Yesterday was the herf at Joe's - and what a great time!! Those of you in the area who haven't come out to smoke with us totally should. There's just no shortage of spectacular smokes, the food and drinks are good and plentiful, the servers are great - and cute as hell, the couches are ridiculously comfy and there are recliners...

Some of the highlights from yesterday as I recall them: 
________________________________________________

1) It's become tradition to pass your travel-humi around and let everyone else raid it. It's sort of like a giant pass with instant gratification - and you get to see the smiles on the takers faces! I know two people snagged some T110's, there were some CC's handed out...

2) Garys4598 brought a box of Joya de Nicaragua Antano's and Rocky Patels that he just put on the table for everyone to take! Overflowing generosity!! Thanks Gary!! There were only 3 sticks left in that box at the end of the day - but they went home with Smelvis to add to the troop pile!! [tried to give Gary some RG, but you know the system always tells me no!]

3) We found some original release El Triunfadors on the shelf, and raided those.

4) I figured out how to bomb Smelvis. Wait for him to pick out a handful of cigars, then steal the bill. ound: HAHA Sucker!! Beat that!! eep: Though the second he found out, he stuffed my shirt pocket with a cc faster than I could see what was going on. :cheeky:

5) A bunch of us got to hang out with Mark, the head aficionado and cigar buyer for Joe's... dude's full of GREAT info and super nice to talk with. 
________________________________________________

I don't think anyone took pictures this time... but that's ok, cause most of ya'll are ugly. :spit:

So, next Team WA herf is at Smokey Joe's, as always. In case you don't know of the place: Smokey Joe's Cigar Lounge Sports Bar at BJ's Bingo Fife Washington Tacoma Seattle WA offering a cigar smoking lounge, sports bar, wine bar, happy hour, satellite tv, sporting events, smokin on the res - it's awesome.

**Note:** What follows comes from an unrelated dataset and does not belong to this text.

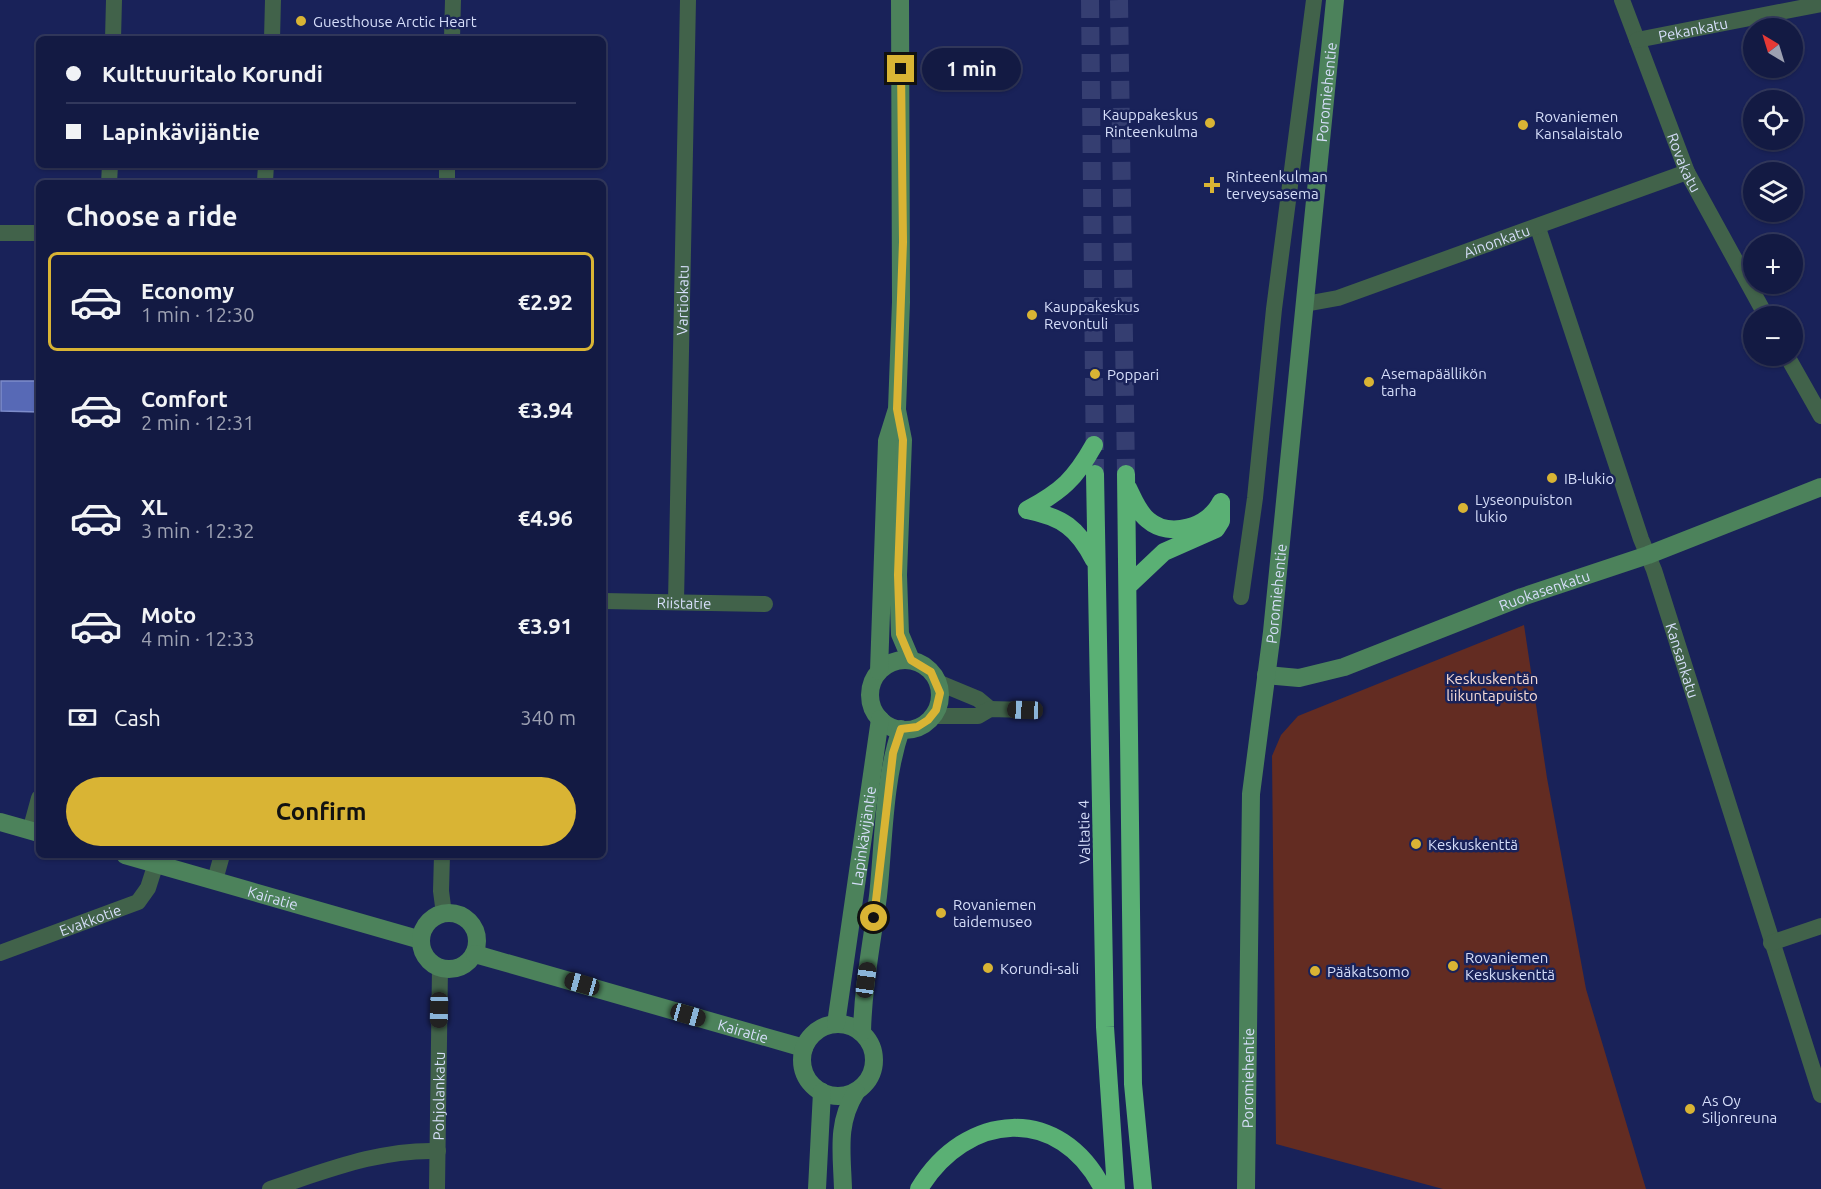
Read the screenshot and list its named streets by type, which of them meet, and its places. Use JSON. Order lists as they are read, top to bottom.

You are TOTALLY welcome to bring your own smokes, but we always try to buy a couple from Joe's to support the place. Actually, I wouldn't be surprised to hear that Team WA brought 100 - 150 sticks to the herf themselves! The selection there is a GREAT and the prices are on the low end of the B&M scale.

Well enough banter about the last herf!!! On to June 19th!!

And as a friendly reminder, don't miss some of Joe's events coming up soon!!

Saturday, May 22nd - Ed Trevino will be here representing C.A.O. cigars.

Thursday, July 15th - Jose "Don Pepin" Garcia and John Gonzalez will be here representing Don Pepin Garcia.

Hope to see you all next month!! :high5:

PS: Boat! If you're reading this, I brought you a handful of Gurkhas for your birthday!! Sorry you couldn't make it, but hope you had fun and some good sticks to smoke!!


----------



## Garys4598 (Jan 16, 2010)

Chris, thank you so very much for the detailed post! _*You totally rock bro*_, as did all the other Washingtonian BOTL that showed yesterday :smile:. The bros that were unable to attend were sorely missed but not whatsoever forgotten. Yours and Dave's generousity are unsurpassed!!! Although Vinnie's is indesputably right on your heels.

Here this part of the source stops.